Playing with Molinari, Woods held the outright lead on seven-under as he played the tenth hole only to see his hopes of ending a major drought stretching back to 2008 disappear as he ran up a double-bogey 6 at the 11th. The former world No.1, who has had chronic back trouble in recent years and feared his career may have been over at one point last year, finished joint-sixth, three behind the winner.
Asked how ruthless he’d had to be to kill off what would have been a fairytale win for Woods, Molinari said: “I don’t think it’s about being ruthless. Obviously, it’s golf. It’s sports. We’re competing against each other.
“But I was competing against all the other guys as well, not only against him. There was very, very good sportsmanship today during the whole round. Obviously, he had it going on the front nine, and then, unfortunately, just hit a couple of loose shots on the back nine. It’s hard not to pay for missed shots around Carnoustie.”
This triumph came in Molinari’s tenth appearance in the event, with his best previous performance – joint-ninth – coming on a similar fast-running course at Muirfield in 2013. He played with Phil Mickelson on the final day then and used that experience to good effect when his chance to become a Claret Jug winner arrived.

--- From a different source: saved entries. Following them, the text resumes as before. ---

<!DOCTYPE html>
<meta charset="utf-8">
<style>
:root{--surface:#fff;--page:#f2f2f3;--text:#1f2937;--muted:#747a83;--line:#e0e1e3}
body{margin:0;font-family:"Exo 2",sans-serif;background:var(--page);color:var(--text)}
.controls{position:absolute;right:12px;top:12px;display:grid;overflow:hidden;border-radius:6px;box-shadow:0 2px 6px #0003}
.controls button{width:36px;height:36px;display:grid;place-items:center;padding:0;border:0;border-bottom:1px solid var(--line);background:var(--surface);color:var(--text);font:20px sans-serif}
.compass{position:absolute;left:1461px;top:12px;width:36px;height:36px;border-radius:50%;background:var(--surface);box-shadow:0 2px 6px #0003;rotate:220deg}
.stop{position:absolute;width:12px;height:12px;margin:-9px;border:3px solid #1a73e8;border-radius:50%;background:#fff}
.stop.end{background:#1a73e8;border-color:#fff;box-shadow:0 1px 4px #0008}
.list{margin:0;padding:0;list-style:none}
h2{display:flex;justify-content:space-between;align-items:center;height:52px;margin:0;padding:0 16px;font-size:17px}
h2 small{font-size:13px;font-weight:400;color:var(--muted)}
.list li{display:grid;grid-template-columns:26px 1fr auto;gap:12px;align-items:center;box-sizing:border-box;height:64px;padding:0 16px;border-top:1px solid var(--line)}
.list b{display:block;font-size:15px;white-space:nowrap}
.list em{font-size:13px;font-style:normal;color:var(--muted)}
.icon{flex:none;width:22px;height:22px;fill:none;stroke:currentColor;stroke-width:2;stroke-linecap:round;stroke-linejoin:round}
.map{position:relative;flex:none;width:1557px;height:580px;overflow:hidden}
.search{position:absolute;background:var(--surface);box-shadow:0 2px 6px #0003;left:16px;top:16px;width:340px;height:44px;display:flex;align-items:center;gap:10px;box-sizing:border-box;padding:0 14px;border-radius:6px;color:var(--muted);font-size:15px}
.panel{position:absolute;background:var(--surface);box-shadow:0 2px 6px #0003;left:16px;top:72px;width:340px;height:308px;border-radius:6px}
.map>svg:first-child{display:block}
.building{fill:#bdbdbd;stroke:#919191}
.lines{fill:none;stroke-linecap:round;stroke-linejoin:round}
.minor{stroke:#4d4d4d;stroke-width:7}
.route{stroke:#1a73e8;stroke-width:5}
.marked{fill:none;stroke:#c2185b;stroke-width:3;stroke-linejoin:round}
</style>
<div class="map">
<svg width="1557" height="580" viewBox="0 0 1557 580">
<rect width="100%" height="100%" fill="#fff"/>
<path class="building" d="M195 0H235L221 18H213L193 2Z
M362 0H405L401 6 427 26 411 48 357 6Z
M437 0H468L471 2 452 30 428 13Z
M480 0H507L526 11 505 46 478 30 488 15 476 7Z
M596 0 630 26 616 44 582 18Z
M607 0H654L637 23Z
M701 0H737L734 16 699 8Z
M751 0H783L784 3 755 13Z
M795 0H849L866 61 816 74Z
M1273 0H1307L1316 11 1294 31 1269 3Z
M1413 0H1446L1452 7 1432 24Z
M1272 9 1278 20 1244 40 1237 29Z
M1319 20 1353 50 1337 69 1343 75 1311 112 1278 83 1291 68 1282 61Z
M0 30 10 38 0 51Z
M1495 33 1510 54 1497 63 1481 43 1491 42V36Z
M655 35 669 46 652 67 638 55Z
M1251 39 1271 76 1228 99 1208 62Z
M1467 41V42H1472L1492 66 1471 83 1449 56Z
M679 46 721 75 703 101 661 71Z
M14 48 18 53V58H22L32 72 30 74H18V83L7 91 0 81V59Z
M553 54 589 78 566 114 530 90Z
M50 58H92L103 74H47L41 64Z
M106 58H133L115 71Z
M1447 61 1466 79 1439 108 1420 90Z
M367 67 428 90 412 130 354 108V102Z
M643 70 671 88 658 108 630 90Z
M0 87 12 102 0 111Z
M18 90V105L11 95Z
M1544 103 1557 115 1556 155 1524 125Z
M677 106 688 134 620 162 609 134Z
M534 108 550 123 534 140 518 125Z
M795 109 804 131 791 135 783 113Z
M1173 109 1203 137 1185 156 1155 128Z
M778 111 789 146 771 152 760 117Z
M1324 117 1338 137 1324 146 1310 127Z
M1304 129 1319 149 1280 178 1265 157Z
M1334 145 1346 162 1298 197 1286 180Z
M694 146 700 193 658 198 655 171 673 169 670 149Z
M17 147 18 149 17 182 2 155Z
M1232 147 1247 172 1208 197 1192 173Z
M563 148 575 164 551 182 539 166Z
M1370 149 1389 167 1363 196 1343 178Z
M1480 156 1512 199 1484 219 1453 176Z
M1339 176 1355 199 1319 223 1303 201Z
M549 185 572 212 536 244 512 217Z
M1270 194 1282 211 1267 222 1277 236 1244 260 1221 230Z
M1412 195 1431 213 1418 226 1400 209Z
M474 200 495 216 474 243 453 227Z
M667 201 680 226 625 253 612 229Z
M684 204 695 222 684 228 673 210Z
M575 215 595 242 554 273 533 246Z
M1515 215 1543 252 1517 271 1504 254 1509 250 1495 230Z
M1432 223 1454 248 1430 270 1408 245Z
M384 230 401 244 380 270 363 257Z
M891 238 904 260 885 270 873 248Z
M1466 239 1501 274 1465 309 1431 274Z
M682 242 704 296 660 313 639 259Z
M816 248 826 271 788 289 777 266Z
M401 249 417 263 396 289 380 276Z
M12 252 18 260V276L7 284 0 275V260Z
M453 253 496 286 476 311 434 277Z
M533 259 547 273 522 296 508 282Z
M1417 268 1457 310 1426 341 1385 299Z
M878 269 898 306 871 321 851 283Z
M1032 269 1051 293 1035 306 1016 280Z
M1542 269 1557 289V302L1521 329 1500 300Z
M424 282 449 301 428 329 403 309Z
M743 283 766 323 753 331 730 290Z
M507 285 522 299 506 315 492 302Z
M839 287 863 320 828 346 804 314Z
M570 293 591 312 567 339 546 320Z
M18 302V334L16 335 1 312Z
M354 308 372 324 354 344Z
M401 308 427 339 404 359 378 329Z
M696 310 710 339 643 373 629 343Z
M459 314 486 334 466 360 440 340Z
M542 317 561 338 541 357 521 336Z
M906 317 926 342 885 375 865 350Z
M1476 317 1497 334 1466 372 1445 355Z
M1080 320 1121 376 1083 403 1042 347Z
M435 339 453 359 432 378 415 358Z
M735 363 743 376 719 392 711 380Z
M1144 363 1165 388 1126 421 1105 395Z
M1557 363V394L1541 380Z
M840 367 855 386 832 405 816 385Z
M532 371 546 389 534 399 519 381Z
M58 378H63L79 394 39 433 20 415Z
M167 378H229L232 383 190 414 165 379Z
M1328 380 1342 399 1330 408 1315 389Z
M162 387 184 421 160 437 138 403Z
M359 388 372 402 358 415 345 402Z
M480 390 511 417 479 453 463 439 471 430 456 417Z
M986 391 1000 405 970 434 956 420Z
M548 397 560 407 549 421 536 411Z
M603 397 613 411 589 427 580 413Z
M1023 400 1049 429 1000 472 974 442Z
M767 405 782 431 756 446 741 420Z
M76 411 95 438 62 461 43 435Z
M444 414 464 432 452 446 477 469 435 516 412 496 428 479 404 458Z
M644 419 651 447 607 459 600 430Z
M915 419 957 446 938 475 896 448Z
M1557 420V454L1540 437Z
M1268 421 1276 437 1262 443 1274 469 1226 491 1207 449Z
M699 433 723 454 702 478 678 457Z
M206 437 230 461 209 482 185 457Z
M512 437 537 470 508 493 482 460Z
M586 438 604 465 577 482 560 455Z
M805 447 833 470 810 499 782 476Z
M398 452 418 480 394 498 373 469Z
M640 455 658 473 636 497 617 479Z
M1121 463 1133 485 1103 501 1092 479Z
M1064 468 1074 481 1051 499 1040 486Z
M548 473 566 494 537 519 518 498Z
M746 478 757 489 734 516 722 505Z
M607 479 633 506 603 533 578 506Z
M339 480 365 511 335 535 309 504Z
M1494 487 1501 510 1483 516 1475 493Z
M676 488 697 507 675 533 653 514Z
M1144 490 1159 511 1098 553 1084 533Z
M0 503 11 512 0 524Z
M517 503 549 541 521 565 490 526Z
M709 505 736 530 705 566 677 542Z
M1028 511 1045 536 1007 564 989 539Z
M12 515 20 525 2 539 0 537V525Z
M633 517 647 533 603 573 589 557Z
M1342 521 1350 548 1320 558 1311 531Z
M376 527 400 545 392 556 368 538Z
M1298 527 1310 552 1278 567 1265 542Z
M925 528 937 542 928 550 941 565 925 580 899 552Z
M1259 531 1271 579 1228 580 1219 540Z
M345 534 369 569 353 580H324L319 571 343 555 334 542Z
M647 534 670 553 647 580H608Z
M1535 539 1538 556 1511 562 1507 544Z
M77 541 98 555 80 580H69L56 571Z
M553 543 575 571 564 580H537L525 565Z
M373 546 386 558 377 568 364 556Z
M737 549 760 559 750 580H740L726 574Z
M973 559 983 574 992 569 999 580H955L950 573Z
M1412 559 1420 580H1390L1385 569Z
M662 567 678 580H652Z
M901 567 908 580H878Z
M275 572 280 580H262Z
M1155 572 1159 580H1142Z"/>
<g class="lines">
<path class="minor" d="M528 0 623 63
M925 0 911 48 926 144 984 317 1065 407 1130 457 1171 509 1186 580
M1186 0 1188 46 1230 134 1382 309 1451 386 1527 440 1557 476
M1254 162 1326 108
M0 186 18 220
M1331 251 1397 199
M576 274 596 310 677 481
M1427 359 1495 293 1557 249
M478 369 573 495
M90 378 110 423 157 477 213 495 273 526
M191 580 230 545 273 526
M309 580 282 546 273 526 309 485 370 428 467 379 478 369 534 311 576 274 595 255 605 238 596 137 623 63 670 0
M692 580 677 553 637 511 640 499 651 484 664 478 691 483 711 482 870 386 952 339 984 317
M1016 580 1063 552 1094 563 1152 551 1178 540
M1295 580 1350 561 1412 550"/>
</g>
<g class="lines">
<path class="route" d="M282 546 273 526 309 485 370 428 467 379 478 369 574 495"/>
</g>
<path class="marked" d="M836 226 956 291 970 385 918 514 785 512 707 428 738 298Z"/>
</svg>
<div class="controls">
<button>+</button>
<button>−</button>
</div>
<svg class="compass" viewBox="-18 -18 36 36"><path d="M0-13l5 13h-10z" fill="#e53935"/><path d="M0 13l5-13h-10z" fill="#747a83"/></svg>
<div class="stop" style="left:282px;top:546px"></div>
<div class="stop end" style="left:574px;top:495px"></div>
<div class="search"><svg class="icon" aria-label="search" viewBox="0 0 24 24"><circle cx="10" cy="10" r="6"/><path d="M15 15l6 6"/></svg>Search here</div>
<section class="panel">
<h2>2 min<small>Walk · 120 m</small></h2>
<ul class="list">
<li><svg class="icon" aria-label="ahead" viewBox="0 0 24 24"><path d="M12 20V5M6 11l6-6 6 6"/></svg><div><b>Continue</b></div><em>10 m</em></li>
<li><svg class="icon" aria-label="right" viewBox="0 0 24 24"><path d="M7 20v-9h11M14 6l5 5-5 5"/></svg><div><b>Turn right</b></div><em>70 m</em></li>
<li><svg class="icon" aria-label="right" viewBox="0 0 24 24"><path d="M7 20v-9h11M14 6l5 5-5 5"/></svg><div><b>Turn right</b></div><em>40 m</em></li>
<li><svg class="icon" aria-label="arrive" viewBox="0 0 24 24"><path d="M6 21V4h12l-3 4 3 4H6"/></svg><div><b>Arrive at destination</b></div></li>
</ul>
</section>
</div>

“I got here only Monday lunchtime from the States and walked a few holes, and I saw it was firm and fast and the rough wasn’t too bad. And it reminded me of Muirfield,” he admitted. “Obviously, that was a great experience to play with Phil in the last round and to see someone doing the job, getting the job done on Sunday.
“So I liked the way the course was playing, but, again, it’s a beast of a course. So I don’t think anyone feels too confident when they stand on that first tee at Carnoustie. I’m lost for words really. Incredible to do something like this, and very proud of what I’ve done.”
The win left him having to change his travel plans, revealing of a scheduled journey home last night from Edinburgh to Gatwick: “I had an easyJet flight at 9pm, so I think that’s gone!”
After a disappointing 76, defending champion Jordan Spieth slipped from joint-leader at the start of the day to a share of ninth along with Matt Kuchar and Tony Finau.